Leading the Leader: How to Influence the Boss
It’s a common belief that leadership is from the top down, right? The boss gives the orders and the employees carry them out. But what the employees are leading the practice? Doesn’t seem possible, but there are ways employees can heavily influence decisions while letting the boss be the boss.
Actually, it’s quite problematic when a boss is the only one making decisions because it assumes they are always right. But are they? Probably not. In fact, some might feel their boss struggles to make good decisions a majority of the time.
But accuracy isn’t the point because most people in charge are generally open to suggestions, observations, and feedback when handled professionally. The problem, however, is that lots of employees get trapped into a “that’s-their-job-and-this-is-mine” mentality – sometimes out of fear, but also out of apathy.
So here are six tips for turning the tables and helping the leader lead.
Read the Situation
Is today the best day to approach the boss about a problem that needs to be fixed when they just got chewed out by a patient or the office computer system went down for the third time in three days? Or maybe they are having some problems at home with a child or spouse, or their health is a little under the weather. There’s a timing associated with bottom-up leadership that has to be right or the boss will be defensive or see it as less consequential to their bigger issues.

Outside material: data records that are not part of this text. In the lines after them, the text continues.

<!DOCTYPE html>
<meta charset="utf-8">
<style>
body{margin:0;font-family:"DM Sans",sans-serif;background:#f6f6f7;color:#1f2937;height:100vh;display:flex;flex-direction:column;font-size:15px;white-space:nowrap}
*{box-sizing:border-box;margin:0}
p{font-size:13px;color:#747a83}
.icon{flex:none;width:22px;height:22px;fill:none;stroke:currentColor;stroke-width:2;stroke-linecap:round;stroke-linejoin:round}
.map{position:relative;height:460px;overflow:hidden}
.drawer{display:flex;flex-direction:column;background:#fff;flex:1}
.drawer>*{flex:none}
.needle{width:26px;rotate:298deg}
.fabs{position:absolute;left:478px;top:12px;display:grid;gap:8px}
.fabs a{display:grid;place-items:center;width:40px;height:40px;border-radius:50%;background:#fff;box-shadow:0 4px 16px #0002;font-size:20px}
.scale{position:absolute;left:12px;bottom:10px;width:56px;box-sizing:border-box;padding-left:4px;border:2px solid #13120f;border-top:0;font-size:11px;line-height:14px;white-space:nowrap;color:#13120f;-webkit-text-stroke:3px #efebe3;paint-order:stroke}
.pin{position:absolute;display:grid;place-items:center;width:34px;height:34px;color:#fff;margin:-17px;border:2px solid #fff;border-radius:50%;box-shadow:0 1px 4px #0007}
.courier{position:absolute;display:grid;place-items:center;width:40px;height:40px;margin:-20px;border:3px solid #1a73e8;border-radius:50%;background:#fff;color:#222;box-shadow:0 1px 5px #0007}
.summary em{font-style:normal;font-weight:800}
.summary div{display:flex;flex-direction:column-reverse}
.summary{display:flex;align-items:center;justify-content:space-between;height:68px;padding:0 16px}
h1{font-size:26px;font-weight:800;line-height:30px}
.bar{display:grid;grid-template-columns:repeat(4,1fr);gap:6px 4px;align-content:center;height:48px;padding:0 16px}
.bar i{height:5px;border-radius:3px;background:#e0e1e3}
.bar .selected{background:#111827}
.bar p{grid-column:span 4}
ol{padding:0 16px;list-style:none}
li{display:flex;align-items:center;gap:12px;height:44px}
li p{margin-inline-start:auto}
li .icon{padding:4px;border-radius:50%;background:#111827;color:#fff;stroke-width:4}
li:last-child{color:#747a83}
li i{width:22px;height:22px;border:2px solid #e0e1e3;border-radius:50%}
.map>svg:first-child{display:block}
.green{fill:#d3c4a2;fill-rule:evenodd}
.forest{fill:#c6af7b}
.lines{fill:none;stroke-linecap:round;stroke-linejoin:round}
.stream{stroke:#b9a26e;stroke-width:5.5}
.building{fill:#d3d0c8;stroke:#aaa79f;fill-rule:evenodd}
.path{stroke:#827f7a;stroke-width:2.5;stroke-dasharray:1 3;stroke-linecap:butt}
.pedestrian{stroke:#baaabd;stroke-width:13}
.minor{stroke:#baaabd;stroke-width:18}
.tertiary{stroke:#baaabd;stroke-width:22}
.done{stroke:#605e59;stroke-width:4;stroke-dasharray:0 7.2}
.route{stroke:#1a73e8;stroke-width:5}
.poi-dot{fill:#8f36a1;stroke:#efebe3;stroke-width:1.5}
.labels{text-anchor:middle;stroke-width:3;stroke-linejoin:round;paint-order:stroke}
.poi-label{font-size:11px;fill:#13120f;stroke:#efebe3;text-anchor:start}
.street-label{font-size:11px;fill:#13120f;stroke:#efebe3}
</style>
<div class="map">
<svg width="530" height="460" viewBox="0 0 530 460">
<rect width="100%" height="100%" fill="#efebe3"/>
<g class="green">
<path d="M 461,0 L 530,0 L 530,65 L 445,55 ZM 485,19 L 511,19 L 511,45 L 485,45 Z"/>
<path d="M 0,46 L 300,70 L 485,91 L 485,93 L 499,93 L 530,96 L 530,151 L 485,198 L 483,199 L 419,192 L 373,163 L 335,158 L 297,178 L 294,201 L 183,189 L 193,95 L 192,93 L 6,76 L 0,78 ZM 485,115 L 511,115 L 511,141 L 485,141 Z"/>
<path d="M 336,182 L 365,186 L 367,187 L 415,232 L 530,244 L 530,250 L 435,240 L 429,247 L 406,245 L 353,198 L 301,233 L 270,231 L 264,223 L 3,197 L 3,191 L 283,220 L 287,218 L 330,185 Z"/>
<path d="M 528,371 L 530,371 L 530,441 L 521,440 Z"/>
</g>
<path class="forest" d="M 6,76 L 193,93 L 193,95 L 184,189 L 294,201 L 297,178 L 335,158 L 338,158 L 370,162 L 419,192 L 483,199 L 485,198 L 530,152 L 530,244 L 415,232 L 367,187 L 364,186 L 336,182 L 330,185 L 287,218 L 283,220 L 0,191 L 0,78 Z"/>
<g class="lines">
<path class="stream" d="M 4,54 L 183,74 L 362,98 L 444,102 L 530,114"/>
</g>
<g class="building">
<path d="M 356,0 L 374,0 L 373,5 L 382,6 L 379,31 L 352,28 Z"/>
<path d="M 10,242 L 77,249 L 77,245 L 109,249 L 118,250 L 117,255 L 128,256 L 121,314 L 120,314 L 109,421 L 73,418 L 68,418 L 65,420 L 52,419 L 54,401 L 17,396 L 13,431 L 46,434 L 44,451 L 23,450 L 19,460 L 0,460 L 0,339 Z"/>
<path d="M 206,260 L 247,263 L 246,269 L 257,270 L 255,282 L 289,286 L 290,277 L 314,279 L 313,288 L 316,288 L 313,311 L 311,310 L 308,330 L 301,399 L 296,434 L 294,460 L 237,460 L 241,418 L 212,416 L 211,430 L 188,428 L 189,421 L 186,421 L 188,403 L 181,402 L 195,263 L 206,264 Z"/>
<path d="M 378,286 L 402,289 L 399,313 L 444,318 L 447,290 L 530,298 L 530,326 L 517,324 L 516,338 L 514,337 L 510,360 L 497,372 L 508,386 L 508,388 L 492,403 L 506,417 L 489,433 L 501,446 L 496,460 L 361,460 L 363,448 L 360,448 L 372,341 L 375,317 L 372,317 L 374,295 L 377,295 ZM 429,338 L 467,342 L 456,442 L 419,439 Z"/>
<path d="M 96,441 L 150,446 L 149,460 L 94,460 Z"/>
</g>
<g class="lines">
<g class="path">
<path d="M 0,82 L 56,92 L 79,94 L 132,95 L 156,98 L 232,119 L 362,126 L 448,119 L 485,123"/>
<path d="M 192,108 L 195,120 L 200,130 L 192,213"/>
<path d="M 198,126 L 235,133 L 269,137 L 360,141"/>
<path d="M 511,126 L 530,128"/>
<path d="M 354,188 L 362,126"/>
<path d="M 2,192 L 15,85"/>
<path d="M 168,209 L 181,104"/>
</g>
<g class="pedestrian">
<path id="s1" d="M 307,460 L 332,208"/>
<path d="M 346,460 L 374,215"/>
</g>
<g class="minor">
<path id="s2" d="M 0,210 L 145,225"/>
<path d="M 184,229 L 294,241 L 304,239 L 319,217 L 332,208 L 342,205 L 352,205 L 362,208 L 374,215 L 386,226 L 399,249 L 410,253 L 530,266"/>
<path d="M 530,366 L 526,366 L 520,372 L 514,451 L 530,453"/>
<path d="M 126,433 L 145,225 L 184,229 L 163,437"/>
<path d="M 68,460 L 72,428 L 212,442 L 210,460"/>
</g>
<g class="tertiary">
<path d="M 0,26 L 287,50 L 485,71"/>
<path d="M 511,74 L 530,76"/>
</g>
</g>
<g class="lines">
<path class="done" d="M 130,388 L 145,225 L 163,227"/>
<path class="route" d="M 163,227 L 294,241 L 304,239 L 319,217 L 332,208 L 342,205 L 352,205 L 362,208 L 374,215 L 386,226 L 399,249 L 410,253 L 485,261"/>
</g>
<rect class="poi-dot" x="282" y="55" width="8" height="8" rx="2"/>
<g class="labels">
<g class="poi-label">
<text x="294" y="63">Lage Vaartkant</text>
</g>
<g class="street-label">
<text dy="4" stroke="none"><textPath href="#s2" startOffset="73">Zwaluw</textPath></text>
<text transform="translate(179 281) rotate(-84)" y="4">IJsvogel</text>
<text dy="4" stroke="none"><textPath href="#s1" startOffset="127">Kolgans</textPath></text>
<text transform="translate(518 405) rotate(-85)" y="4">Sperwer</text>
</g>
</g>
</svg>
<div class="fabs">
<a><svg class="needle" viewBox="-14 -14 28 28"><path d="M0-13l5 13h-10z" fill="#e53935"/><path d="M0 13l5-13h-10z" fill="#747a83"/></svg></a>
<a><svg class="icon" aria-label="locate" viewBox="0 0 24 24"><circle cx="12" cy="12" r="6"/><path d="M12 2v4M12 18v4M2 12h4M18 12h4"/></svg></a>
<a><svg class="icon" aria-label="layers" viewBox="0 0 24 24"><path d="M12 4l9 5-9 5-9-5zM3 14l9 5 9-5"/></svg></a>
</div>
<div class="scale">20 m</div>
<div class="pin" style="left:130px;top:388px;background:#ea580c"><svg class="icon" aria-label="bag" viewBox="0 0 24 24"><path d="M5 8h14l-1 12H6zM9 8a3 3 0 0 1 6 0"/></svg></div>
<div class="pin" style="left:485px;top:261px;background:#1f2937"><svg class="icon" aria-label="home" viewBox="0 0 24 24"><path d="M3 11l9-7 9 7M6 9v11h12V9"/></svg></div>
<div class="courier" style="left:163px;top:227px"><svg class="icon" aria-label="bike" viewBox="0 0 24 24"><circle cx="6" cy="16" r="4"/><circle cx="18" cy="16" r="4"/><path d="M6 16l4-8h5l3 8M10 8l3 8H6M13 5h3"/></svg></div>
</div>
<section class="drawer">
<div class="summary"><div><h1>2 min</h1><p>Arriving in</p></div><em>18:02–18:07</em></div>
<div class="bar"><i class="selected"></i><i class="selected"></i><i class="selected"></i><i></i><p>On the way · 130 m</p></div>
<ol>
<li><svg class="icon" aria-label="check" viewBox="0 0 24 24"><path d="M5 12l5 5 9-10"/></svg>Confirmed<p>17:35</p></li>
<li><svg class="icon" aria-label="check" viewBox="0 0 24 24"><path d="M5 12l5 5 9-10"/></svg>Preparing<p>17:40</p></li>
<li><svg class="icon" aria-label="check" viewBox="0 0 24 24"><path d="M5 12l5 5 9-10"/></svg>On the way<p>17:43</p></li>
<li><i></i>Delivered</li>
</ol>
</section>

Differentiate the Problem from Them
No one wants to feel attacked or that this problem defines them as a boss. There’s often a separation between the problem that needs to be addressed and them as a boss overall. It’s important that they understand that this is what is driving the discussion so they don’t feel as threatened and push back or act dismissive.
Start the conversation with some praise – something they do or handled well. Then, introduce the problem. Here’s an example: “I want to talk with you about something important, but first, you should know I feel comfortable sharing it with you because you are the kind of boss who is open-minded and receptive to feedback, so I know we can discuss it and find a solution.”
The boss is still the boss – even when feedback is warranted – so it’s important to show respect. When it’s time to engage them in a difficult conversation, get their permission. Lead off with something like this: “Could I bend your ear for a minute?” or “Would it be okay if we talked about yesterday’s situation with Mrs. Jones?”
Focus on the Big Picture
Small business employers are accustomed to dealing with micro problems – it’s not often when an employee communicates the bigger picture that this small problem represents. Yet, it’s far more powerful when a boss is given some context to little issues. Discussing the bigger picture helps communicate a concern for a solution and not just whining about the problem.
Assume the Positive
If it were possible to see inside the boss’ head or see things from their perspective, otherwise bad decisions might not look so bad. Since it’s not possible to know all the intentions of an employer, one good piece of advice is to assume the best until proven otherwise. That doesn’t mean ignore it, but it does facilitate a launch to the discussion that gives them the benefit of the doubt and the space to explain their actions or intentions.
Commitment to Patient AND Employer
Finally, one of the great things about dentistry is the concern for patients as people. So, when things aren’t quite right in the practice – keep in mind, that it’s the customer who matters most and practitioners have a moral obligation to ensure they are receiving the best care possible. If that’s the intent behind decisions then employee flexibility is important. If that somehow gets lost in the decisions being made, then have the courage to bring it forward and make a case as to why.